# WORK INSTRUCTION
Could you copy each line of the entries that contains "number"?

[Dataset entries]
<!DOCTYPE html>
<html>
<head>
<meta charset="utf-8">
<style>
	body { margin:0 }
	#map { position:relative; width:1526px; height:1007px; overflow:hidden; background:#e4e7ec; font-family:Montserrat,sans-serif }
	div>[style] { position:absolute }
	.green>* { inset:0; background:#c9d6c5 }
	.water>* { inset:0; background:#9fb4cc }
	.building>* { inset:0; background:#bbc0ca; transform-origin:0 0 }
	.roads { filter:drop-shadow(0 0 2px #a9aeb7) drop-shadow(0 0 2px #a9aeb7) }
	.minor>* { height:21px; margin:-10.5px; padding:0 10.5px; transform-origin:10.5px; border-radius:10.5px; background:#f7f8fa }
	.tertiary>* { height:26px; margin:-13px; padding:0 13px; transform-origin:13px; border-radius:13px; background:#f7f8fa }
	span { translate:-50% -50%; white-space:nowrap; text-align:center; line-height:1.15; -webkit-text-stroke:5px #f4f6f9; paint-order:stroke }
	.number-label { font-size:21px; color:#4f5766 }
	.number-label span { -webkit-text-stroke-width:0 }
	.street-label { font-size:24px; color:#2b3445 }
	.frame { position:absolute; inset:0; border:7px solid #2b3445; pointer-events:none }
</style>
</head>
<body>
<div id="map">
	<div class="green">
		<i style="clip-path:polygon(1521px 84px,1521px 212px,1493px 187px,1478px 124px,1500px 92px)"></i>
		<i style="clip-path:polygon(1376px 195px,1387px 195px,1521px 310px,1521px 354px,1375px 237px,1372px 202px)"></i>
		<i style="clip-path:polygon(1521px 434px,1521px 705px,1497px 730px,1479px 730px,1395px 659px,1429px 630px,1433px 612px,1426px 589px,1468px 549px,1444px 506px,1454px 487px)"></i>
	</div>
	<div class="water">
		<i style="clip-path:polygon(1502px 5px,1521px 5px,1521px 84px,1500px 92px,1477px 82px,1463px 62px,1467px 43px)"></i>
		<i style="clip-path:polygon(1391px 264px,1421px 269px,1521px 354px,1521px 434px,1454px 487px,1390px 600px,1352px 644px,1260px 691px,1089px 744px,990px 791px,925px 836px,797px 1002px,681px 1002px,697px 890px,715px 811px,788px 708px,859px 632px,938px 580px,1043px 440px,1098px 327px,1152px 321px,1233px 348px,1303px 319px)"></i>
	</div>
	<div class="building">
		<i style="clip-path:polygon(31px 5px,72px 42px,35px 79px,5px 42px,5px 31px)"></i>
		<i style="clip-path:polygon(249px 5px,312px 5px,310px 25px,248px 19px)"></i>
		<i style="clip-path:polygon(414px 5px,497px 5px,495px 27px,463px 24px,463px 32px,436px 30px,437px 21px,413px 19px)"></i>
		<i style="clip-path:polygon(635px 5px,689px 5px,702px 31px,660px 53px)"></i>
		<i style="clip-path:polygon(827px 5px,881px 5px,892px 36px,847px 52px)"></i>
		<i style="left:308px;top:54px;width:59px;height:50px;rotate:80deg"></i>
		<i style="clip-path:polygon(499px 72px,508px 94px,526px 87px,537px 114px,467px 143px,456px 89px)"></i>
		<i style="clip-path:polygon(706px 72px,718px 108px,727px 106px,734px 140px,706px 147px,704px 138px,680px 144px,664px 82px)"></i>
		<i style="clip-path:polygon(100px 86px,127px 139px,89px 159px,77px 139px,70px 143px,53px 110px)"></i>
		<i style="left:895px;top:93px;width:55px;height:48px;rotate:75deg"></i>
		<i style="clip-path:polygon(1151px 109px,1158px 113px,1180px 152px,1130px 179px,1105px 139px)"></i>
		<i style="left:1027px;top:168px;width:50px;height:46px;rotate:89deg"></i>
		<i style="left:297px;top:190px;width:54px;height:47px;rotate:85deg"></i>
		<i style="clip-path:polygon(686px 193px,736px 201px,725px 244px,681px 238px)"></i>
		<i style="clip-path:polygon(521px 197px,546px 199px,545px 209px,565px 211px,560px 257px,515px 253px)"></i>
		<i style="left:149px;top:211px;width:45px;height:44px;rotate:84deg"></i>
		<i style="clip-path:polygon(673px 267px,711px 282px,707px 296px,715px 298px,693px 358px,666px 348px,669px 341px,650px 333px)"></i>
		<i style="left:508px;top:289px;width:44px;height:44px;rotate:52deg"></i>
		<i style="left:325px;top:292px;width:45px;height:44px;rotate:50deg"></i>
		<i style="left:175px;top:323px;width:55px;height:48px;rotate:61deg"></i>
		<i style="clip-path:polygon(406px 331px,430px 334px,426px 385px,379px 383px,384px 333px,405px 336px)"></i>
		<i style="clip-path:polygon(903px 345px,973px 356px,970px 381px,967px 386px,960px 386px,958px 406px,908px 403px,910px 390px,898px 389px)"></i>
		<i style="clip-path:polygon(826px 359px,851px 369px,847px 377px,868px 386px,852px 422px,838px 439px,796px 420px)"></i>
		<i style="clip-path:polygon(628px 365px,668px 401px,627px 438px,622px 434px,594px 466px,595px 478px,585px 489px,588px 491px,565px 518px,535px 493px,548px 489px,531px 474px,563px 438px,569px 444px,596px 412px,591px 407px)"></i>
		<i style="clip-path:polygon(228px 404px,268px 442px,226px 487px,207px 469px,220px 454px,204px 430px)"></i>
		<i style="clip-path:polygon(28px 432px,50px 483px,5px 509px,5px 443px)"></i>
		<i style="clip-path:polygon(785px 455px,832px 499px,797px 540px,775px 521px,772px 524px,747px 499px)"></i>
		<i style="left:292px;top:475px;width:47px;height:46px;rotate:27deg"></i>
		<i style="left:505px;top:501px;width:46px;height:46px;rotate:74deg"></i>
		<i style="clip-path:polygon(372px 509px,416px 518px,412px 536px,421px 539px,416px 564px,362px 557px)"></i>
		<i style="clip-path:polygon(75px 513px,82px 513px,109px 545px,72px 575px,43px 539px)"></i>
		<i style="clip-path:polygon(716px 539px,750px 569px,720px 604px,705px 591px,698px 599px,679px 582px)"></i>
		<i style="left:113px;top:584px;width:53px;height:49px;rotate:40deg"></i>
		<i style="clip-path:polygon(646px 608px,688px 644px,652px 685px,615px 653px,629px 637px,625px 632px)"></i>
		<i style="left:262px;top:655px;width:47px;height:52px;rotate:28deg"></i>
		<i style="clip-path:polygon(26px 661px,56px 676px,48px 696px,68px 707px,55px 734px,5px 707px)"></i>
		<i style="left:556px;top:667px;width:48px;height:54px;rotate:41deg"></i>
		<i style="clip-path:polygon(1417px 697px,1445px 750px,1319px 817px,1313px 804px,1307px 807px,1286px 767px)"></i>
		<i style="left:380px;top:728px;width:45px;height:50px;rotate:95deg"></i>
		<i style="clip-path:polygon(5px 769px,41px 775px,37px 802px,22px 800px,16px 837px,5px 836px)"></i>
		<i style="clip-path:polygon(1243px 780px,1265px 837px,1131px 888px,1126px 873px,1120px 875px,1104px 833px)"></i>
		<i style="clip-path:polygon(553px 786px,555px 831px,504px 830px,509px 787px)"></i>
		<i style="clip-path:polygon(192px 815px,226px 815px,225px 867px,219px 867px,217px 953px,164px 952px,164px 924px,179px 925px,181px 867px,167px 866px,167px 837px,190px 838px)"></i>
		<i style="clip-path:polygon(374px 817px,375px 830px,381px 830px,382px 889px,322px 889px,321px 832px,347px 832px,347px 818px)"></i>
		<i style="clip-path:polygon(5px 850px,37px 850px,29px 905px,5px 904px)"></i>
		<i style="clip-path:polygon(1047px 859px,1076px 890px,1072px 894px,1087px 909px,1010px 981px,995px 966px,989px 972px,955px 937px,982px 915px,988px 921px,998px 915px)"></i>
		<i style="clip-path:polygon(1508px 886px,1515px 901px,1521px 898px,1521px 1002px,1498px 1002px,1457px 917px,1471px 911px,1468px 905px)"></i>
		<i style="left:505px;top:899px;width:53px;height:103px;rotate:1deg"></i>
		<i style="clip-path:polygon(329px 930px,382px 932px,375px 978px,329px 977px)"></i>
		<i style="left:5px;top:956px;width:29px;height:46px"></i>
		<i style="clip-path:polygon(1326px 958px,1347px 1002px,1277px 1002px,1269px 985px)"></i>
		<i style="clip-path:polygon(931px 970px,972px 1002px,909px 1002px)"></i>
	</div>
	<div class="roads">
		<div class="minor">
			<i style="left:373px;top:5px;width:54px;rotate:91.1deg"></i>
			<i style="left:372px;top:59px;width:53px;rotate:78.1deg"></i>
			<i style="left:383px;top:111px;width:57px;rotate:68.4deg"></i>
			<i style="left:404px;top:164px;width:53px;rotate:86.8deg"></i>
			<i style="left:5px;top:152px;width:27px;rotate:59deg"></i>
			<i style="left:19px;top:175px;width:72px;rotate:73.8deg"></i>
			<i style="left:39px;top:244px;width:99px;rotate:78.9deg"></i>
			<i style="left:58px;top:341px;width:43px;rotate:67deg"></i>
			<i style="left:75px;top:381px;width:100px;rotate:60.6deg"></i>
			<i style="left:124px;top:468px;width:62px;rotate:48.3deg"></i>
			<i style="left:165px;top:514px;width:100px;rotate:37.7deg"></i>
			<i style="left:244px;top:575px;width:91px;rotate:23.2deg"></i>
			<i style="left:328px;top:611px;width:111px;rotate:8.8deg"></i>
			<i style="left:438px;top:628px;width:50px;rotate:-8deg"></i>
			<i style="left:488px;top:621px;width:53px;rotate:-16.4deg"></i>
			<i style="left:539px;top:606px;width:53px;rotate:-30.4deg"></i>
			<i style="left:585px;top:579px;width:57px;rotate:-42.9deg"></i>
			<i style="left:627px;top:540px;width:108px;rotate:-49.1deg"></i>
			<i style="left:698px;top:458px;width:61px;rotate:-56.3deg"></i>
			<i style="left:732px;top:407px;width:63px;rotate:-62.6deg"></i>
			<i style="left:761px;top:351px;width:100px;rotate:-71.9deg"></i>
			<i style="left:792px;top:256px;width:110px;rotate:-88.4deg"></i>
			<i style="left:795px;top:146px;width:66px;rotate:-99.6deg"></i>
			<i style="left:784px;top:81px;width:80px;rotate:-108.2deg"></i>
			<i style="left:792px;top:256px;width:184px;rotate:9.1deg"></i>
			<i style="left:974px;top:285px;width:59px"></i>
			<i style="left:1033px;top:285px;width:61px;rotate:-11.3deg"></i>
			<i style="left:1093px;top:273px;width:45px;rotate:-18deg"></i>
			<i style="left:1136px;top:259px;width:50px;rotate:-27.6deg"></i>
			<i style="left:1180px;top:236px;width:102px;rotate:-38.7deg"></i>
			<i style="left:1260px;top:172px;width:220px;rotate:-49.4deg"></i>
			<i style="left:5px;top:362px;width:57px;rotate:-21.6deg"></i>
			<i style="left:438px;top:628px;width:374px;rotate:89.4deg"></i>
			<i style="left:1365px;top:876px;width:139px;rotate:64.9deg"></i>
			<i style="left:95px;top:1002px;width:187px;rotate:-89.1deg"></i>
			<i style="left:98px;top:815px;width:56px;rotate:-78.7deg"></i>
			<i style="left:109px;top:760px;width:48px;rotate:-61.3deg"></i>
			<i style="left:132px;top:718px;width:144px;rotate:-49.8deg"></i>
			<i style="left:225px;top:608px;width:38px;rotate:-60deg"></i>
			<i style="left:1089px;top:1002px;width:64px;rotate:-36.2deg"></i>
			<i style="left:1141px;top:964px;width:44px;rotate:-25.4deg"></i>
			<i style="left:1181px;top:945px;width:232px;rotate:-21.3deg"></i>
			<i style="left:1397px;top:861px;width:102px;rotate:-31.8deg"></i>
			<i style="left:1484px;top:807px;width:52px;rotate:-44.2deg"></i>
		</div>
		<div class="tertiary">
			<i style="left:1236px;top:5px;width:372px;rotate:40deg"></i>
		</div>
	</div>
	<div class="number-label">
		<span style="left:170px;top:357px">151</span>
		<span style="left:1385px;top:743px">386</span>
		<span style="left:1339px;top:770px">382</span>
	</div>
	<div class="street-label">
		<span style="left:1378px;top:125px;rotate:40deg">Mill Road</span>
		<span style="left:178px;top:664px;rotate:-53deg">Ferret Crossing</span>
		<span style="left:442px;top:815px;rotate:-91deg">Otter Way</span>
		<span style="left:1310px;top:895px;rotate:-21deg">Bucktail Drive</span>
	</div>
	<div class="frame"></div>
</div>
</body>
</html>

# EXPECTED ANSWER
	.number-label { font-size:21px; color:#4f5766 }
	.number-label span { -webkit-text-stroke-width:0 }
	<div class="number-label">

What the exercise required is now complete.